Poyatos explica a ReL que hace este libro diferente a otros publicados sobre esta temática:

- ¿Qué hace al libro Encuentro con Jesús en el Antiguo Testamento diferente a tantos libros que existen sobre Jesús y sobre la Biblia y qué motivación lo inspiró? 
- Que es más bien un encuentro suyo con nosotros con un objetivo muy específico que supone  una gran ayuda incluso para el lector habitual de la Biblia, pues nos dice nuestro Catecismo que «Toda la Sagrada Escritura no es sino un libro, y ese libro es Cristo, porque toda la divina Escritura habla de Cristo, y toda la divina Escritura se cumple en Cristo» (134). Pero la mayoría de los católicos prestamos muy poca atención al Antiguo Testamento, heredado de nuestros  hermanos mayores en la fe, los judíos, porque no se nos ha formado en la clase de fe que nos haga ver que amar a Cristo, Palabra de Dios encarnada, es conocerle y amarle íntimamente también en cada uno de los libros de la Biblia, desde Génesis al Apocalipsis. Por eso, esta guía ―bien como lectura personal o como curso bíblico, que yo mismo he impartido en varias ocasiones― es como el encuentro de Jesús resucitado con aquellos discípulos en el camino de Emaús, cuando le dijeron «Quédate con nosotros», y Él, «comenzando por Moisés y siguiendo por todos los profetas, les explicó lo que se refería a él en todas las Escrituras» (Lucas 24,15:27).

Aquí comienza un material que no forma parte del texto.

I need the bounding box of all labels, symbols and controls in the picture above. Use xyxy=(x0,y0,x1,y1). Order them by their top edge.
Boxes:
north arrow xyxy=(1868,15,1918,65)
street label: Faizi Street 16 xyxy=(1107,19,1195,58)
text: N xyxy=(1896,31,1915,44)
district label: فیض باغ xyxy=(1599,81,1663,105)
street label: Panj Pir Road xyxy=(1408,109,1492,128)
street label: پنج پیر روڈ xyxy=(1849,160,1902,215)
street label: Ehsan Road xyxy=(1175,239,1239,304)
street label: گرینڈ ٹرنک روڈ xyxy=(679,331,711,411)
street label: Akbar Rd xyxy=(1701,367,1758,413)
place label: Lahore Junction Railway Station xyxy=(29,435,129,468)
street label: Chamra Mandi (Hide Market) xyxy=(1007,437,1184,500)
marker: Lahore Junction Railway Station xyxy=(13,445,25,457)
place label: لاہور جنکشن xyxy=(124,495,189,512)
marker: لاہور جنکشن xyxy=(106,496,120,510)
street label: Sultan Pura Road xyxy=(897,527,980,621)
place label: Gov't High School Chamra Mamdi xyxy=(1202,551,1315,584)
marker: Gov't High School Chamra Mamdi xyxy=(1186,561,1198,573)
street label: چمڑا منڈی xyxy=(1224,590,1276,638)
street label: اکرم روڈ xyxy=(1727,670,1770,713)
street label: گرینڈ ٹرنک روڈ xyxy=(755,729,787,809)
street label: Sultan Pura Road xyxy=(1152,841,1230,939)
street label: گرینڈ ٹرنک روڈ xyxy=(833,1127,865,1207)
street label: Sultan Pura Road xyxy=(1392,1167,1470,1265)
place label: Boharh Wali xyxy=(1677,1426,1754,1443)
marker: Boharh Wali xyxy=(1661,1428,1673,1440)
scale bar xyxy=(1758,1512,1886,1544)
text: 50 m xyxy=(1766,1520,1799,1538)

- ¿Y de qué maneras encontramos a Jesús a lo largo de todo el Antiguo Testamento?
- Concretamente: en pasajes proféticos concretos que anuncian su nacimiento y misión (ej., Is 7:14);  en parábolas que luego Él reflejaría en sus enseñanzas (ej., el Buen Pastor, en Ez 34:5); en referencias proféticas a situaciones y acontecimientos de su vida y Pasión (ej., Isaías 53:7; Ezequiel 34:5); en palabras de las Escrituras que el mismo Jesús citó literalmente durante su ministerio (ej., «Misericordia quiero y no sacrificios», en Mateo 9,13, de Oseas 6:6); en otros pasajes y sucesos a los que se refirió (ej., sobre Jonás 2:1; 3:5, 810); en situaciones e ideas que nos recuerdan su vida (ej., milagros de Elías en 1 Reyes 17:11-24 y de Jesús en Lucas 9:1217); y en gran número de pensamientos y prescripciones que Jesús usó y mejoró, pues ya dijo: «No creáis que he venido a abolir la Ley y los Profetas: no he venido a abolir, sino a dar plenitud» (Mateo 5:17). Sin embargo, incluso en la Santa Misa escuchamos con menos interés las lecturas del Antiguo Testamento, el salmo responsorial no suele incluirse en homilías ni moniciones, y la liturgia prescribe que al menos se identifique su número, ya que los salmos eran las oraciones de Jesús y de los judíos de antes y ahora.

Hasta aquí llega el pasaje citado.